- _WHAT YOU NEED TO DO_:
Within the listing below, tally the lines where the word "turn" appears, and answer with nothing but the tally.
○ ○ ○
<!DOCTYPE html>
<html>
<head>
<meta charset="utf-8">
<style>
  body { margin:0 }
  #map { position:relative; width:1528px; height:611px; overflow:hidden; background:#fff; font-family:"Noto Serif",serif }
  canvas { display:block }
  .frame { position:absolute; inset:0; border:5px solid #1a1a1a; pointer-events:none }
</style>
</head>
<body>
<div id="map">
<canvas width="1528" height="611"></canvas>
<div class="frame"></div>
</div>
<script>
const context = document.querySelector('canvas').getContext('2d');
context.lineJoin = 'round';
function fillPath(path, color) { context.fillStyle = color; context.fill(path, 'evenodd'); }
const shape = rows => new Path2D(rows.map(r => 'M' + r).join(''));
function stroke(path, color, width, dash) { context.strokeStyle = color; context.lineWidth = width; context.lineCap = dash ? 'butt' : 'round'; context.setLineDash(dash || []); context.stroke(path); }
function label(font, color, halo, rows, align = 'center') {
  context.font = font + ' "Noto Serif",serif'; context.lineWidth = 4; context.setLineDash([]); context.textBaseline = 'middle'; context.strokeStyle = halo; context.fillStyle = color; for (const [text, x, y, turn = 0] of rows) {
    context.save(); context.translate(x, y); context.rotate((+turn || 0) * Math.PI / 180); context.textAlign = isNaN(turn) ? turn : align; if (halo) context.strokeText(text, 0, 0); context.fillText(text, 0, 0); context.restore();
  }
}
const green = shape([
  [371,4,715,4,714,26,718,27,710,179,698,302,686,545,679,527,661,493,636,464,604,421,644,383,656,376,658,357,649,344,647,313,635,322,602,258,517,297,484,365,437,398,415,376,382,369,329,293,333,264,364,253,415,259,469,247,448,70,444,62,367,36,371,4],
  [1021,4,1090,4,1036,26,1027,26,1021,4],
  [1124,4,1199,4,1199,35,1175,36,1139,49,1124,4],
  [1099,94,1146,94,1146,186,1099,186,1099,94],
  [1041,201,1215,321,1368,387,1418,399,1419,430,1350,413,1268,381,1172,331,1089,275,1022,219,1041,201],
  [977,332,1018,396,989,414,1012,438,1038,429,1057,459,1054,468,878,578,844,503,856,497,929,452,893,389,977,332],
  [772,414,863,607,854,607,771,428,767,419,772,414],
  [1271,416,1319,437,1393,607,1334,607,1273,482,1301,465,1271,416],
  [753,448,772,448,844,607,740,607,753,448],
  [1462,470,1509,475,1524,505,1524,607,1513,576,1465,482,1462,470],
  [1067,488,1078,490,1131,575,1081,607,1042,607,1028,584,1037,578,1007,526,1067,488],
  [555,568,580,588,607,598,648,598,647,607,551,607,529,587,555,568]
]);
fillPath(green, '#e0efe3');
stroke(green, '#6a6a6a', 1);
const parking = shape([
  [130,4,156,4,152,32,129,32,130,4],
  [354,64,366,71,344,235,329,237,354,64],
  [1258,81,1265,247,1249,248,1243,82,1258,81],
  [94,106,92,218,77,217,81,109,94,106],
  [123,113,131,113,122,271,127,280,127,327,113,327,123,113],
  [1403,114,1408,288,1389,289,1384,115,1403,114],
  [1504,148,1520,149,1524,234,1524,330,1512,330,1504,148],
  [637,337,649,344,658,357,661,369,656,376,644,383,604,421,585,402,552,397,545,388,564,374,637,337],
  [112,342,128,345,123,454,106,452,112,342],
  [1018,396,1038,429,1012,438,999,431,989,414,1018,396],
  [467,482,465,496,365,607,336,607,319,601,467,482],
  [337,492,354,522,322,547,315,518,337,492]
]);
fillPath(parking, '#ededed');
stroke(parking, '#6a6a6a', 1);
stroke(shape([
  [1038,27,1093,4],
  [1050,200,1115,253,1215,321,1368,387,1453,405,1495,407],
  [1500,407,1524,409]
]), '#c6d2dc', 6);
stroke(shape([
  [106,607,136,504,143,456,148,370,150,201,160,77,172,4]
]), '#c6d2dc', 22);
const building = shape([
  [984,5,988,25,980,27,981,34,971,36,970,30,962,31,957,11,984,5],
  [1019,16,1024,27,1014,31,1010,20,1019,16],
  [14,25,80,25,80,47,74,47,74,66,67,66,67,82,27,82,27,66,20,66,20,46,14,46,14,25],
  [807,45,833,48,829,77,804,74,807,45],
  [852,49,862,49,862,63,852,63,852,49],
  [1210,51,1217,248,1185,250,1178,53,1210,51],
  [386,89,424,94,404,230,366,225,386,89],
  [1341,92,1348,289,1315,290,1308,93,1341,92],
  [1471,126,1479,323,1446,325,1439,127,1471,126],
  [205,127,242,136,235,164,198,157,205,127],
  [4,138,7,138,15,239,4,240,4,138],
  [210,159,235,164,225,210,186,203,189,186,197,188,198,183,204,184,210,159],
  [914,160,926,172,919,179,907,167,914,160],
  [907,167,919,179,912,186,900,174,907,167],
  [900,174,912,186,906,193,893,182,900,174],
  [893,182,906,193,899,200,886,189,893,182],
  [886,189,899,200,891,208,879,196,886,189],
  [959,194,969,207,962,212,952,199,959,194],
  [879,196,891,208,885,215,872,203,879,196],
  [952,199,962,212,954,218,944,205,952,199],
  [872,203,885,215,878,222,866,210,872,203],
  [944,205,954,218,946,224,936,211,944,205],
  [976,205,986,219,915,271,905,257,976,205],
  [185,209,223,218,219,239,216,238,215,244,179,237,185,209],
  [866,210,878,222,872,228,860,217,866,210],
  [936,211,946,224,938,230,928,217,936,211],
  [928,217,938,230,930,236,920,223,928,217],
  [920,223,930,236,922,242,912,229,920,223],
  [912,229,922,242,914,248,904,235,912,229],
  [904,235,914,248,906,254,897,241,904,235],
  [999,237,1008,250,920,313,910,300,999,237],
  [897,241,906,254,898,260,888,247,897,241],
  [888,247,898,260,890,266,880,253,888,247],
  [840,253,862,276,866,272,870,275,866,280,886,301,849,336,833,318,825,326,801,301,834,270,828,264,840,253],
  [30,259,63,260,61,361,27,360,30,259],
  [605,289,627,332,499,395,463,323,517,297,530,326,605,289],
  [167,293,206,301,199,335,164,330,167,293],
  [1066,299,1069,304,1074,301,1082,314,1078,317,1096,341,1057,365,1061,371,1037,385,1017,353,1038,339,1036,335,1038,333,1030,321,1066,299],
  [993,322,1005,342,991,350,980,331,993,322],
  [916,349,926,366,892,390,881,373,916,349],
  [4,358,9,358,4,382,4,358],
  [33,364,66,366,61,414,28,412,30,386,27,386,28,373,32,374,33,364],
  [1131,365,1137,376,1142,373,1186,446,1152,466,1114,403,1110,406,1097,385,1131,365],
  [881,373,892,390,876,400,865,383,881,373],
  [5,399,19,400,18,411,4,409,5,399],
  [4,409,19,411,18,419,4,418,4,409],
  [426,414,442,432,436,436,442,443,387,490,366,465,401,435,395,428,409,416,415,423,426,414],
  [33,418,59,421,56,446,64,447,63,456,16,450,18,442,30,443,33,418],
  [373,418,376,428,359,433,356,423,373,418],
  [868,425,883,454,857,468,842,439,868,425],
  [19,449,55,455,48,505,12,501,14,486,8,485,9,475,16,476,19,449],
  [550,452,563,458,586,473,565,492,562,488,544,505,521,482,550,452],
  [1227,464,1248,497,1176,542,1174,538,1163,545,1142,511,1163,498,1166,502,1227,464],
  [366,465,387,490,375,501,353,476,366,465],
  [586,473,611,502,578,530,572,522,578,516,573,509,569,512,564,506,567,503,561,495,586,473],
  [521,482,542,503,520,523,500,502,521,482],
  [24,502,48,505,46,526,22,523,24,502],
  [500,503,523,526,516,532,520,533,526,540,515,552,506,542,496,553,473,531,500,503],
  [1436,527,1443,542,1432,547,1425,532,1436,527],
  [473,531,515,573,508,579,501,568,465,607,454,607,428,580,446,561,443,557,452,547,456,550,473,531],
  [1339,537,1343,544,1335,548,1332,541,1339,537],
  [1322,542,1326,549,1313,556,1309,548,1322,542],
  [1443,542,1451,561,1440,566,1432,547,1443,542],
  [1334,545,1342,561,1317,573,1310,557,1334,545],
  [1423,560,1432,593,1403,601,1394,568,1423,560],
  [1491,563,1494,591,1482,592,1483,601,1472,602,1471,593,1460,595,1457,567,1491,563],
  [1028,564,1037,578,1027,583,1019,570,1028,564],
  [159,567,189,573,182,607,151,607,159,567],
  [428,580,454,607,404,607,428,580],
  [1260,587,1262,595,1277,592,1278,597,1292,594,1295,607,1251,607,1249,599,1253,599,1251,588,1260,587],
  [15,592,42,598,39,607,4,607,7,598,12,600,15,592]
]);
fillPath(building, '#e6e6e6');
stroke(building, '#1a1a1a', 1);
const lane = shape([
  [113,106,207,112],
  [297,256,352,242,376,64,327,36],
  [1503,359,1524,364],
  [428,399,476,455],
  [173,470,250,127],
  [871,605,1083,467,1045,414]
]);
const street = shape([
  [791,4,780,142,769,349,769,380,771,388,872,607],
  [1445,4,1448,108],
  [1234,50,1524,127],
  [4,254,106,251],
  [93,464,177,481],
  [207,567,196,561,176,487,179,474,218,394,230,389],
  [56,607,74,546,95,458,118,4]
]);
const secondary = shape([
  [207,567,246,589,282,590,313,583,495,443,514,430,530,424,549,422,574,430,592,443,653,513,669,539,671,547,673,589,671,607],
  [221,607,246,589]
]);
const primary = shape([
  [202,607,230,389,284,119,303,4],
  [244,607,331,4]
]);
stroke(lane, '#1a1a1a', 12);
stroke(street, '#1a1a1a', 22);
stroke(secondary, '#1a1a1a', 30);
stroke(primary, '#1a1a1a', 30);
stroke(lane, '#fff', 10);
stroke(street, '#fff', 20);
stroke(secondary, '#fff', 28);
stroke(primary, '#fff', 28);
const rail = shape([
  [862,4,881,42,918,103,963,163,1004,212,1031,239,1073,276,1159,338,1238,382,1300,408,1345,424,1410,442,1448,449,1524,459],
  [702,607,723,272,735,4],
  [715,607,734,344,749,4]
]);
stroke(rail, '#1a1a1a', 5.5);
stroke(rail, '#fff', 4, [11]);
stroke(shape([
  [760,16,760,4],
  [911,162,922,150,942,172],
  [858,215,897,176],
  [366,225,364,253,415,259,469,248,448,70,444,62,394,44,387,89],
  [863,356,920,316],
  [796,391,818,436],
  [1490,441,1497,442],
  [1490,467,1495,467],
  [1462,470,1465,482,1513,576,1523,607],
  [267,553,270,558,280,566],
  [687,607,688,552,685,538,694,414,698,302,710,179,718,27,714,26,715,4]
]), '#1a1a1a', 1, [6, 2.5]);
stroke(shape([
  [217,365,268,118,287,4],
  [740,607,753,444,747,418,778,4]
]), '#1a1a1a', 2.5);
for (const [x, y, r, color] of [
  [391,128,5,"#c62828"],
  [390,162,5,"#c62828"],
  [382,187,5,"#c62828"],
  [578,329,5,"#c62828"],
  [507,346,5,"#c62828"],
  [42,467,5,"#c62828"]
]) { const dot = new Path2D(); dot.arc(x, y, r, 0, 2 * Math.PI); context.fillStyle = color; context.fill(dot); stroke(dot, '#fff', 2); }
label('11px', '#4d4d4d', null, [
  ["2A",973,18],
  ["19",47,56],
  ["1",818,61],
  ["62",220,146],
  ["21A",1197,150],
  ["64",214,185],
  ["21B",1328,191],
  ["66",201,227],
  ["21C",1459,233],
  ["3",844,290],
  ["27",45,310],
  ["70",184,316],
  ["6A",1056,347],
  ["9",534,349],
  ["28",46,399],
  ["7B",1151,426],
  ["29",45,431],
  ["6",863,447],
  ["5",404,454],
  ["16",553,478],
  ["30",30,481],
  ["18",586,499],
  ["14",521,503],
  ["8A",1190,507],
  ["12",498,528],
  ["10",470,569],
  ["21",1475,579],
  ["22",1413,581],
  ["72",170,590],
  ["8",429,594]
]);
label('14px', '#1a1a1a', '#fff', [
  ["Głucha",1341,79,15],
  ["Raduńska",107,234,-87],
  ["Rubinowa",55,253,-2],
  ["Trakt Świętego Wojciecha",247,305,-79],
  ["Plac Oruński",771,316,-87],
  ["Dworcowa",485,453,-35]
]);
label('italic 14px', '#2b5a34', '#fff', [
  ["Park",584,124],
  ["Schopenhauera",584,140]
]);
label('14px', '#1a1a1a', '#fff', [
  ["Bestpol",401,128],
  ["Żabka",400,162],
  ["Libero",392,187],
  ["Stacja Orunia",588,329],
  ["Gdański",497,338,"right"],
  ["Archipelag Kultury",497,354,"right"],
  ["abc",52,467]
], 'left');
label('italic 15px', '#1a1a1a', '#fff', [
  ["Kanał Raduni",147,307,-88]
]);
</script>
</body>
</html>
○ ○ ○
- _EXPECTED OUTPUT_:
2